__SUPPLIED DATA__
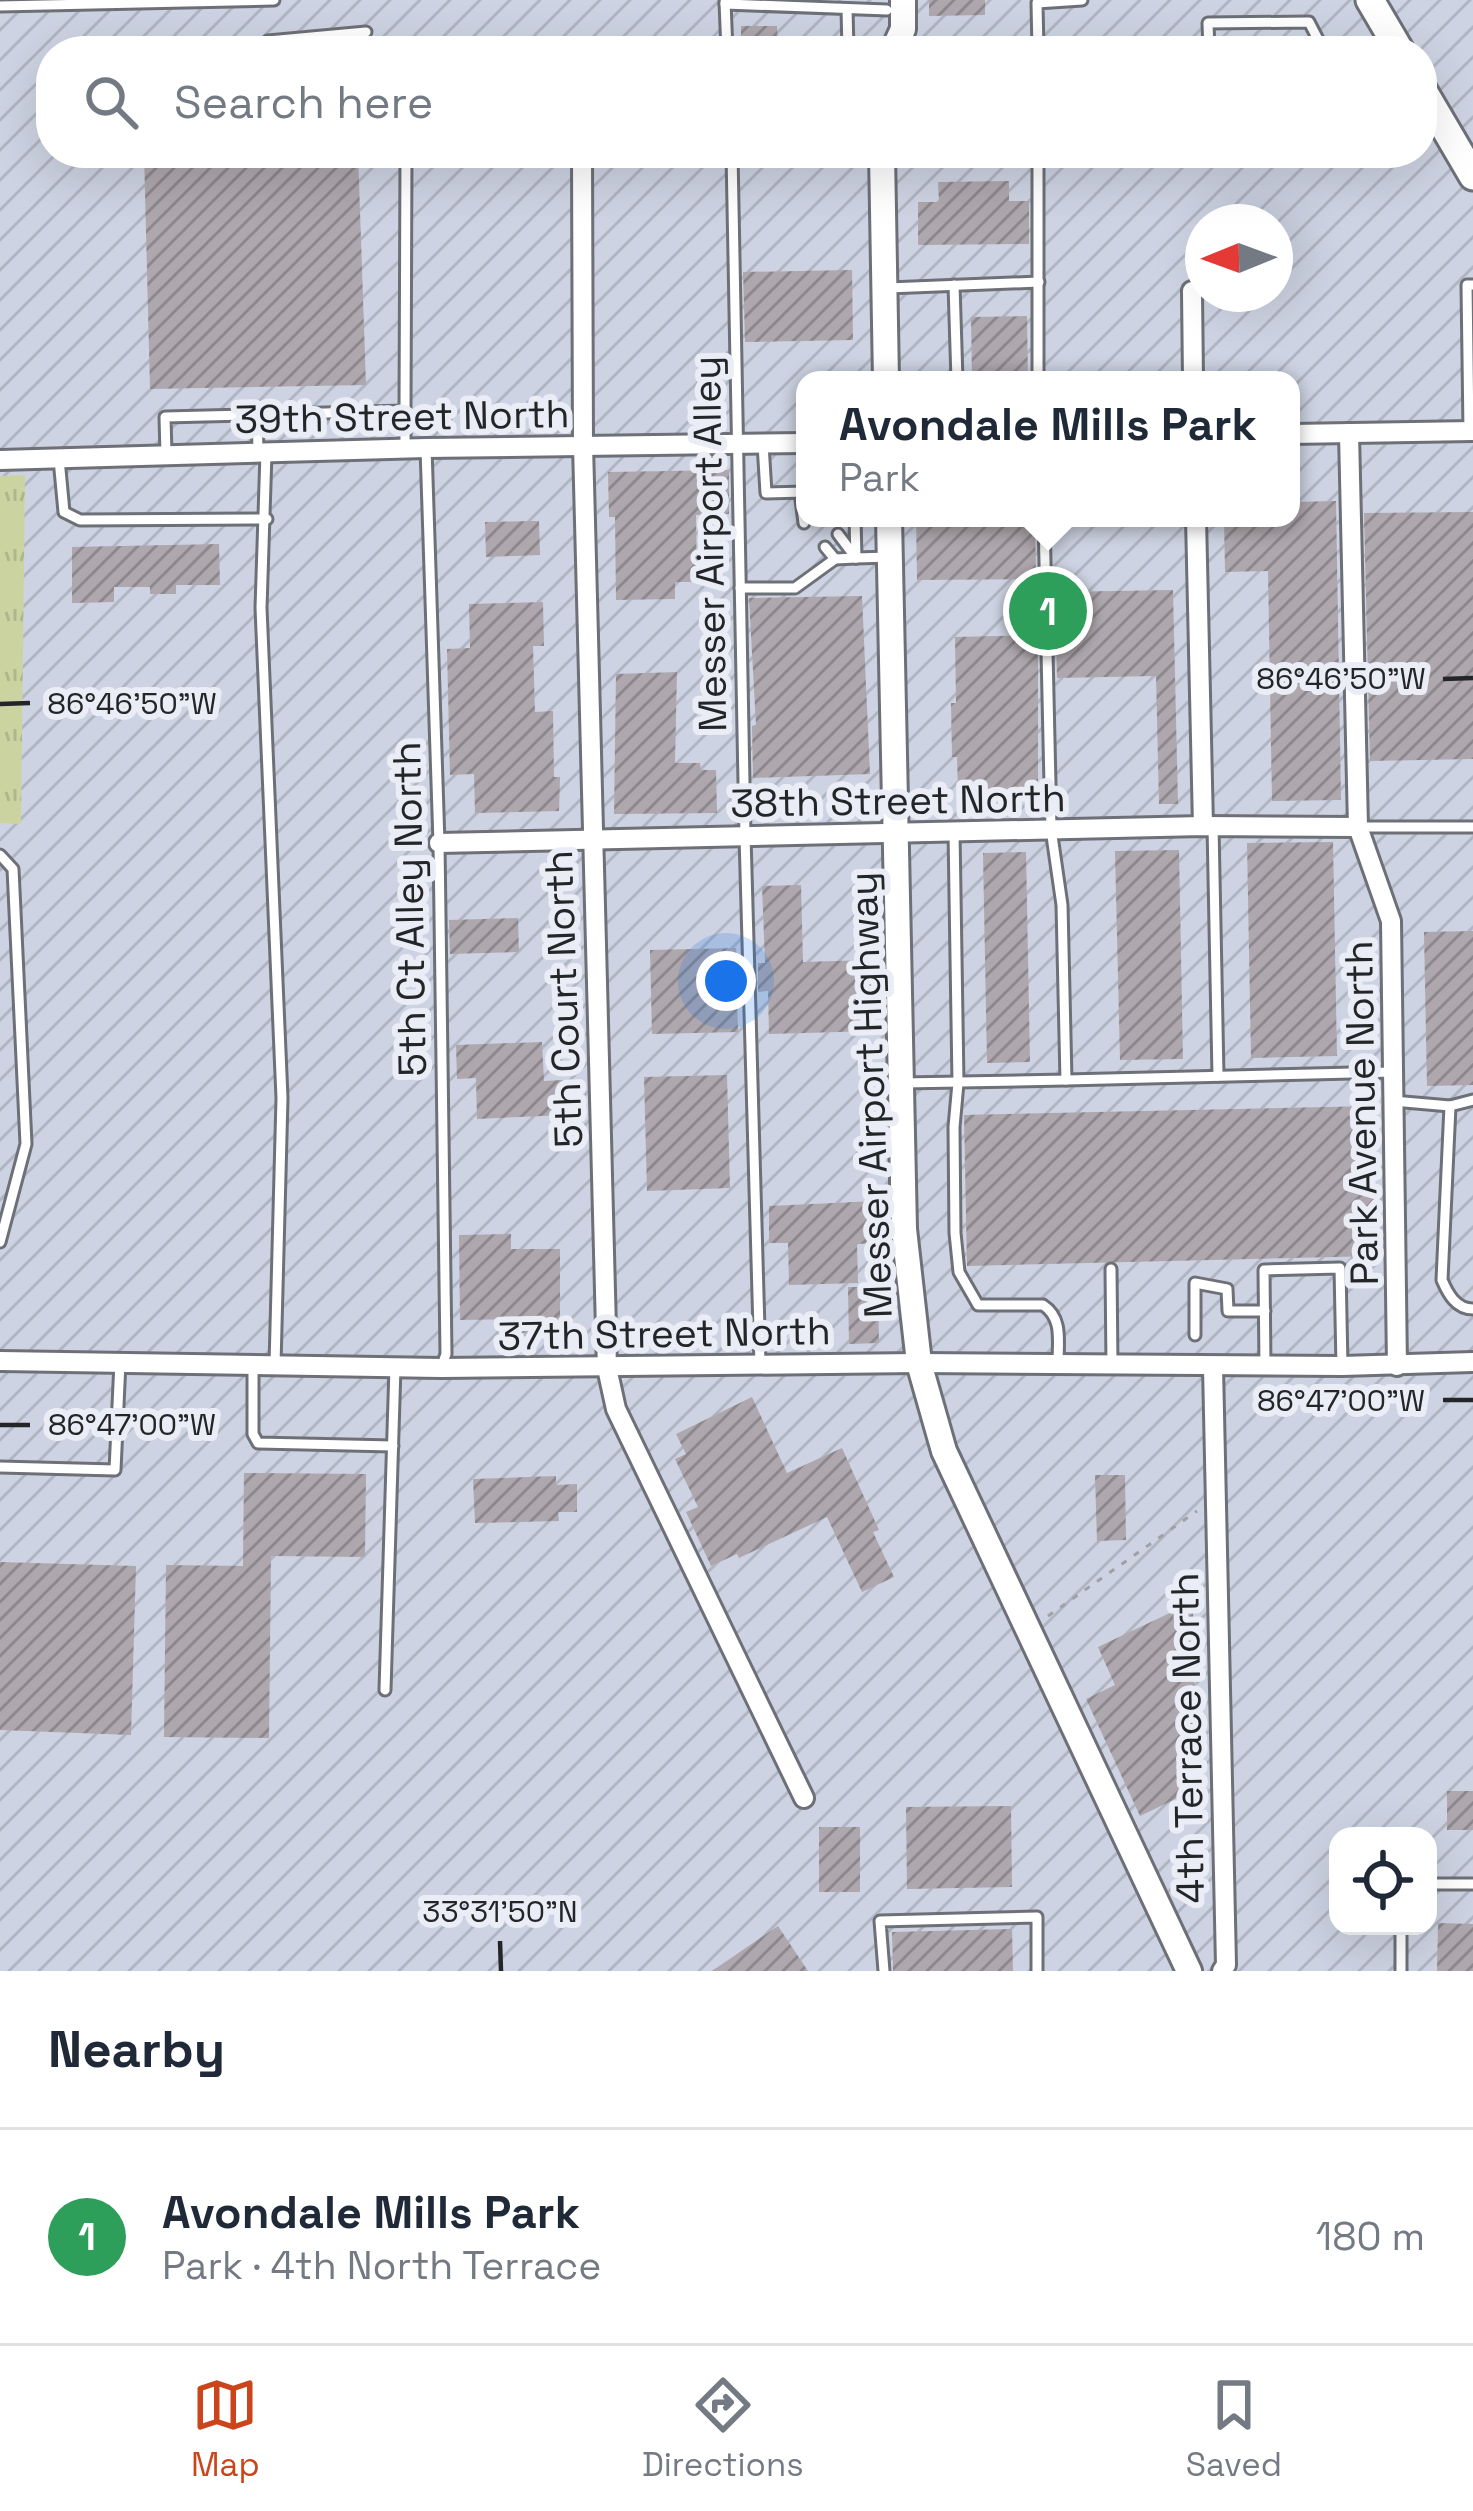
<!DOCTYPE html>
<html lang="en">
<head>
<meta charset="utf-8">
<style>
  body { margin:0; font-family:"Space Grotesk",sans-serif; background:#f2f2f3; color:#1f2937 }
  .controls { position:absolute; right:36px; bottom:36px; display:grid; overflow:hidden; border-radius:24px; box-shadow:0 12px 48px #0002 }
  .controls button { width:108px; height:108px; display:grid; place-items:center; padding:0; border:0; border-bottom:3px solid #e0e1e3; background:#fff; color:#1f2937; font:60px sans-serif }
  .compass { position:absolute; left:1185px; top:204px; width:108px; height:108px; border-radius:50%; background:#fff; box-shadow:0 12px 48px #0002; rotate:269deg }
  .you { position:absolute; left:726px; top:981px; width:42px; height:42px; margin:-30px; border:9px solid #fff; border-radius:50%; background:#1a73e8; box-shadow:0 0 0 18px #1a73e833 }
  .badge { display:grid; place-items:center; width:78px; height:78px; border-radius:50%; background:#cc4419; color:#fff; font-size:39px; font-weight:700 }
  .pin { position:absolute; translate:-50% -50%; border:6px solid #fff; box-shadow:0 3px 12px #0006 }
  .popup { position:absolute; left:796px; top:371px; width:504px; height:156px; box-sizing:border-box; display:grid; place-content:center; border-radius:24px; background:#fff; filter:drop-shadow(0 3px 9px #0005); font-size:39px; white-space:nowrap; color:#747a83 }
  .popup b { font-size:45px; color:#1f2937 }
  .popup::after { content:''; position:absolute; left:50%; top:100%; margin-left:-24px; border:24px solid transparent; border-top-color:#fff }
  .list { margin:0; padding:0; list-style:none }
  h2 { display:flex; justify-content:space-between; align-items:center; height:156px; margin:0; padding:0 48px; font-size:51px }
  h2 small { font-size:39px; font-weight:400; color:#747a83 }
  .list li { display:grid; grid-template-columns:78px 1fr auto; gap:36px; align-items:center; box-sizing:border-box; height:216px; padding:0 48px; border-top:3px solid #e0e1e3 }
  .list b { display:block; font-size:45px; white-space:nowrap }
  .list p { margin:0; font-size:39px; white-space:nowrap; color:#747a83 }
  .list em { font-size:39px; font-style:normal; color:#747a83 }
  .icon { flex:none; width:66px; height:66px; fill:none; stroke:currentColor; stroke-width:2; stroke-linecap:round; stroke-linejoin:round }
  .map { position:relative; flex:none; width:1473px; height:1971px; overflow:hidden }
  .search { position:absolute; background:#fff; box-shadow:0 12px 48px #0002; left:36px; right:36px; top:36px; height:132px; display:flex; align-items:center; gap:30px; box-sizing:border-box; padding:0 42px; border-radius:48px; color:#747a83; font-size:45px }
  .sheet { height:372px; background:#fff }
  nav { display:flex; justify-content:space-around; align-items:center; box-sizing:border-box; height:168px; border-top:3px solid #e0e1e3; background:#fff; font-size:33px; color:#747a83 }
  nav a { display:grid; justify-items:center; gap:6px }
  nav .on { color:#cc4419 }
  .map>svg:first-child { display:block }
  .industrial { fill:url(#industrial-furrows); fill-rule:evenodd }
  .grass { fill:url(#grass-tufts) }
  .building { fill:url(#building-hatch) }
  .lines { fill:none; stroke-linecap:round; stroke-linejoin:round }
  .lane-casing { stroke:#6d7077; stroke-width:15 }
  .street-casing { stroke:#6d7077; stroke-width:24 }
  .secondary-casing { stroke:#6d7077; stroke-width:30 }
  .primary-casing { stroke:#6d7077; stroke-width:33 }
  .path { stroke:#9ea1a7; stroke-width:3; stroke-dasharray:6 9; stroke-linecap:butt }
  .lane { stroke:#fff; stroke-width:9 }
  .street { stroke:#fff; stroke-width:18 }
  .secondary { stroke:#fff; stroke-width:24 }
  .primary { stroke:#fff; stroke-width:27 }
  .ticks { fill:none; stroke:#242528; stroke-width:4.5 }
  .labels { text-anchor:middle; stroke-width:12; stroke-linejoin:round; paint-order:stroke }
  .street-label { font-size:39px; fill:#242528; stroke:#eaedf6 }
  .ticks-label { font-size:30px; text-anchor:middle; fill:#242528; stroke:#eaedf6; stroke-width:12; stroke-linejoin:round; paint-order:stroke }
</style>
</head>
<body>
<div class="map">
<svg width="1473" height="1971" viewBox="0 0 1473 1971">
  <defs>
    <pattern id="industrial-furrows" width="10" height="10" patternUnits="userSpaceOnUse" patternTransform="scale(3)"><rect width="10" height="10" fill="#cdd3e2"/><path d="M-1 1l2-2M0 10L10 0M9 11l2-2" fill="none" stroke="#b0b5c2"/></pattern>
    <pattern id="grass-tufts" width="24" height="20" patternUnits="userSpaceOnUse" patternTransform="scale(3)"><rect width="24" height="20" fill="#cbd4a1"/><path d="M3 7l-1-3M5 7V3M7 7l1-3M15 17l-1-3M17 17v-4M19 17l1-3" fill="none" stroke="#aeb68b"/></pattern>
    <pattern id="building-hatch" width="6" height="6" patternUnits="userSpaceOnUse" patternTransform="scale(3)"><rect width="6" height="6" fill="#aea7ad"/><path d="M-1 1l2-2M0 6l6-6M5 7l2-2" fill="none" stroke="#8d888d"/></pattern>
  </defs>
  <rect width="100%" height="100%" fill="#dde0e8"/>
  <path class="industrial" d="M0,0H1473V1971H0ZM51,51H1422V153H51ZM1203,222H1275V294H1203ZM805,380H1291V518H805ZM1338,1836H1428V1926H1338Z"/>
  <path class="grass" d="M25,475L21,824L0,823V476Z"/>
  <g class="building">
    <path d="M929,0H985V15L929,16Z"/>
    <path d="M741,26H777L778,51H741Z"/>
    <path d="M144,153H358L366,385L150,389Z"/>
    <path d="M1009,181V201H1029V244L918,245V202H939L938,182Z"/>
    <path d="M852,270L853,340L745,342L743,272Z"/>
    <path d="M1027,316L1028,380H972L971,317Z"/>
    <path d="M729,470V514L696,515L697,582H675V599L616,600L615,517H609L608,472Z"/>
    <path d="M1336,501L1341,800L1272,801L1268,571L1225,572L1224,518H1291V502Z"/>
    <path d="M1473,512V759L1370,761L1364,513Z"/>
    <path d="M916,518H961V523L1035,522L1036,579L917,580Z"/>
    <path d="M539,521L540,555L486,557L485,522Z"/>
    <path d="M219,544L220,585H176V594H150V587H114V602L72,603V547Z"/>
    <path d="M1173,590L1178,804H1159L1156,676L1057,678L1055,592Z"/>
    <path d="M862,596L870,774L753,778L752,726L756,725L749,598Z"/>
    <path d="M543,602L544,646H533L535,712L553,711L554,777H560L559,811L475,813L474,774L450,775L447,649L470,648L469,604Z"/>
    <path d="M1038,635V788L958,790L957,757H952L951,703H956L955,637Z"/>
    <path d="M677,672L675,763H700L701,770H716L717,813L614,814L616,674Z"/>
    <path d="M1333,842L1337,1056L1251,1058L1247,843Z"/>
    <path d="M1179,850L1183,1059L1120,1060L1115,851Z"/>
    <path d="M1026,852L1030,1062L987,1063L983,853Z"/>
    <path d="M801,885L803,962L870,960L873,1031L769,1034L768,991L758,992V963H765L762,886Z"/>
    <path d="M518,918L519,952L450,954L449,920Z"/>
    <path d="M1473,931V1085L1427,1086L1424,932Z"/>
    <path d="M736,948L740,992H737L738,1032L652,1034L650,950Z"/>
    <path d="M542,1042L544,1081L563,1080L565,1115L477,1119L476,1078L457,1079L456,1045Z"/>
    <path d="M727,1075L730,1188L647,1191L644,1077Z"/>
    <path d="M1372,1106L1376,1256L967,1266L964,1115Z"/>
    <path d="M876,1201L877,1243L857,1244L858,1283L789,1285L788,1243H769V1206Z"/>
    <path d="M511,1234V1249H560V1334L518,1333V1319L460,1320L459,1235Z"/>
    <path d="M848,1287H878L879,1343L849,1344Z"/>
    <path d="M752,1397L787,1473L842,1448L879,1530L873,1532L894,1577L862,1592L827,1517L739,1558L737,1554L711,1566L686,1512L698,1507L675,1459L686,1454L676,1434Z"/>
    <path d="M244,1473L366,1474L365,1557L271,1556L269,1738L164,1737L166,1565L243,1566Z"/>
    <path d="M1095,1475H1125L1126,1540L1097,1541Z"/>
    <path d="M556,1476V1485L577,1484V1512H558L559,1521L475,1523L473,1479Z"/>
    <path d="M0,1562L136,1566L131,1735L0,1730Z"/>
    <path d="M1193,1602L1196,1789L1140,1816L1086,1699L1115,1685L1098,1647Z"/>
    <rect x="1447" y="1791" width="26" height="39"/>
    <path d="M1011,1806L1012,1887L907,1889L906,1807Z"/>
    <rect x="819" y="1827" width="41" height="65"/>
    <path d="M1438,1923L1473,1924V1971H1437Z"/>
    <path d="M778,1926L808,1971H712Z"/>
    <path d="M1012,1929L1013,1971H893L892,1932Z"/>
  </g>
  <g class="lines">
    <defs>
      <g id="lane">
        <path d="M725,2L727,51"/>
        <path d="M725,4L887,10"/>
        <path d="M0,6L274,0"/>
        <path d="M847,9L848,51"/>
        <path d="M269,51L268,41L366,32"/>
        <path d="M1038,51L1037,3L1082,0"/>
        <path d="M1209,51L1208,23L1309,22L1324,51"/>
        <path d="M732,153L745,836L760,1365"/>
        <path d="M954,285L957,380"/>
        <path d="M888,288L1039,282"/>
        <path d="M1038,380V153"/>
        <path d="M405,411L406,153"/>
        <path d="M257,415L258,451"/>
        <path d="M1469,431L1467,285H1473"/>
        <path d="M763,444L766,493L805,492"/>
        <path d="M426,448L439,843L446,1354L441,1368"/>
        <path d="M266,453L261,608L282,1098L275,1365"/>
        <path d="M166,454L165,417L405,411V446"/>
        <path d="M59,459L64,512L80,520L267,519"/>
        <path d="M800,492L804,523"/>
        <path d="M855,518L856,558L889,557"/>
        <path d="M838,534L856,558"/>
        <path d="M825,547L835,559L856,558"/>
        <path d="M740,588H795L835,559"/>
        <path d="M1213,826L1218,1076"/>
        <path d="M1358,827H1473"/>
        <path d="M954,831L958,1083L954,1127L955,1233L959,1272L978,1305H1043C1063,1318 1058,1341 1058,1363"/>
        <path d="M0,855L13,869L26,1144L0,1242"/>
        <path d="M1066,1080L1393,1072"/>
        <path d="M902,1083L1066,1080L1062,905L1051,829L1044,518"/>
        <path d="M1473,1100L1450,1106L1442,1280C1448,1294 1456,1309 1473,1309"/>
        <path d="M1393,1101L1450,1106"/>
        <path d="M1111,1269L1112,1364"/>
        <path d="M1195,1335V1283L1227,1289L1228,1311H1265"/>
        <path d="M253,1365V1434L258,1443L393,1446"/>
        <path d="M1265,1366L1264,1270L1340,1268L1342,1366"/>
        <path d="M0,1467L115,1470L120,1362"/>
        <path d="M385,1690L395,1367"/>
        <path d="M1428,1884H1473"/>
        <path d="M1401,1926V1971"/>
        <path d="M884,1971L880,1921L1037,1917V1971"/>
      </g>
      <g id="street">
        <path d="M582,153L583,445L607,1368L616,1409L804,1798"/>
        <path d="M1192,291L1193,380"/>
        <path d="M1349,433L1358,827L1391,921L1397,1366"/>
        <path d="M1291,434L1473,431"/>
        <path d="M0,460L426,448L805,443"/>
        <path d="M1196,518L1203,826"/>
        <path d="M439,843L1203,826L1358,827"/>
        <path d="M0,1361L441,1368L919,1363L1342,1366L1473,1362"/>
        <path d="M1213,1367L1226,1965L1222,1971"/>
      </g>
      <g id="secondary">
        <path d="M893,51L903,29V0"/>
        <path d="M882,153L886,380"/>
        <path d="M889,518L904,1229L919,1363L944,1451L1189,1971"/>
      </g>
      <g id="primary">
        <path d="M1370,0L1400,51"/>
        <path d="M1422,89L1473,176"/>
      </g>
    </defs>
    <use href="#lane" class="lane-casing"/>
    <use href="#street" class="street-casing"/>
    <use href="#secondary" class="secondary-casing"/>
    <use href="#primary" class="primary-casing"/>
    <path class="path" d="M1048,1616L1197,1511"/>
    <use href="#lane" class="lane"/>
    <use href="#street" class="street"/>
    <use href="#secondary" class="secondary"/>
    <use href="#primary" class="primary"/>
  </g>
  <path class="ticks" d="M1443,679L1473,678M0,704L30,703M1443,1400H1473M0,1425H30M500,1941L501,1971"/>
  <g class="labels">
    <g class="street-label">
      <text transform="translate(402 416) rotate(-1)" y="14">39th Street North</text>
      <text transform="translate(709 544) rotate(-91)" y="14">Messer Airport Alley</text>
      <text transform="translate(898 800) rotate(-1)" y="14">38th Street North</text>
      <text transform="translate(409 909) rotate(-91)" y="14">5th Ct Alley North</text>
      <text transform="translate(563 999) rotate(-92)" y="14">5th Court North</text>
      <text transform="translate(870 1095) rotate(-92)" y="14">Messer Airport Highway</text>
      <text transform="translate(1361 1113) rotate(-91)" y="14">Park Avenue North</text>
      <text transform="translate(664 1333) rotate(-1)" y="14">37th Street North</text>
      <text transform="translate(1187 1738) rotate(-91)" y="14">4th Terrace North</text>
    </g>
  </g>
  <g class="ticks-label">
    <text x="1341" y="689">86°46'50"W</text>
    <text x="132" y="714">86°46'50"W</text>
    <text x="1341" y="1411">86°47'00"W</text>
    <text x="132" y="1435">86°47'00"W</text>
    <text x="500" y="1922">33°31'50"N</text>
  </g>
</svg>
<div class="controls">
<button><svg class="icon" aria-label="locate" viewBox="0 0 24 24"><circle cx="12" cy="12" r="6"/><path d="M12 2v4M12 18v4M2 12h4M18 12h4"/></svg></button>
</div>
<svg class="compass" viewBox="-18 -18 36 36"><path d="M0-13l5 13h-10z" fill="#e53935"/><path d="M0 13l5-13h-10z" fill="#747a83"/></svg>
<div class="you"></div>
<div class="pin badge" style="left:1048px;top:611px;background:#2e9e5b">1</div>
<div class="popup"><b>Avondale Mills Park</b>Park</div>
<div class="search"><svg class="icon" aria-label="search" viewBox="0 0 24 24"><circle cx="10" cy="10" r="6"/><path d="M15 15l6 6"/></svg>Search here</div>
</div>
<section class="sheet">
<h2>Nearby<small></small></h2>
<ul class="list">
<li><span class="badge" style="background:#2e9e5b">1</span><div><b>Avondale Mills Park</b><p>Park · 4th North Terrace</p></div><em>180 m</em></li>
</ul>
</section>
<nav>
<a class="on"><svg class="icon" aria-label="map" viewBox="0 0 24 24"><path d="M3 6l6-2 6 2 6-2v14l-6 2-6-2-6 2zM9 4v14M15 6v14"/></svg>Map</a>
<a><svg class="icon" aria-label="directions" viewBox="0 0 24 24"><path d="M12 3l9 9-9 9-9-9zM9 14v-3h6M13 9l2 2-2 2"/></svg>Directions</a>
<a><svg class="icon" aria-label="saved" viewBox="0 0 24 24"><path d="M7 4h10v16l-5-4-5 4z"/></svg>Saved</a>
</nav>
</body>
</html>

__DESCRIPTION OF THE TASK__
Take the lines of the material above from the first through the one containing "position:absolute; left:726px; top:981px;", both included, and print them exactly without the pictures.

__THE COMPLETED TASK__
<!DOCTYPE html>
<html lang="en">
<head>
<meta charset="utf-8">
<style>
  body { margin:0; font-family:"Space Grotesk",sans-serif; background:#f2f2f3; color:#1f2937 }
  .controls { position:absolute; right:36px; bottom:36px; display:grid; overflow:hidden; border-radius:24px; box-shadow:0 12px 48px #0002 }
  .controls button { width:108px; height:108px; display:grid; place-items:center; padding:0; border:0; border-bottom:3px solid #e0e1e3; background:#fff; color:#1f2937; font:60px sans-serif }
  .compass { position:absolute; left:1185px; top:204px; width:108px; height:108px; border-radius:50%; background:#fff; box-shadow:0 12px 48px #0002; rotate:269deg }
  .you { position:absolute; left:726px; top:981px; width:42px; height:42px; margin:-30px; border:9px solid #fff; border-radius:50%; background:#1a73e8; box-shadow:0 0 0 18px #1a73e833 }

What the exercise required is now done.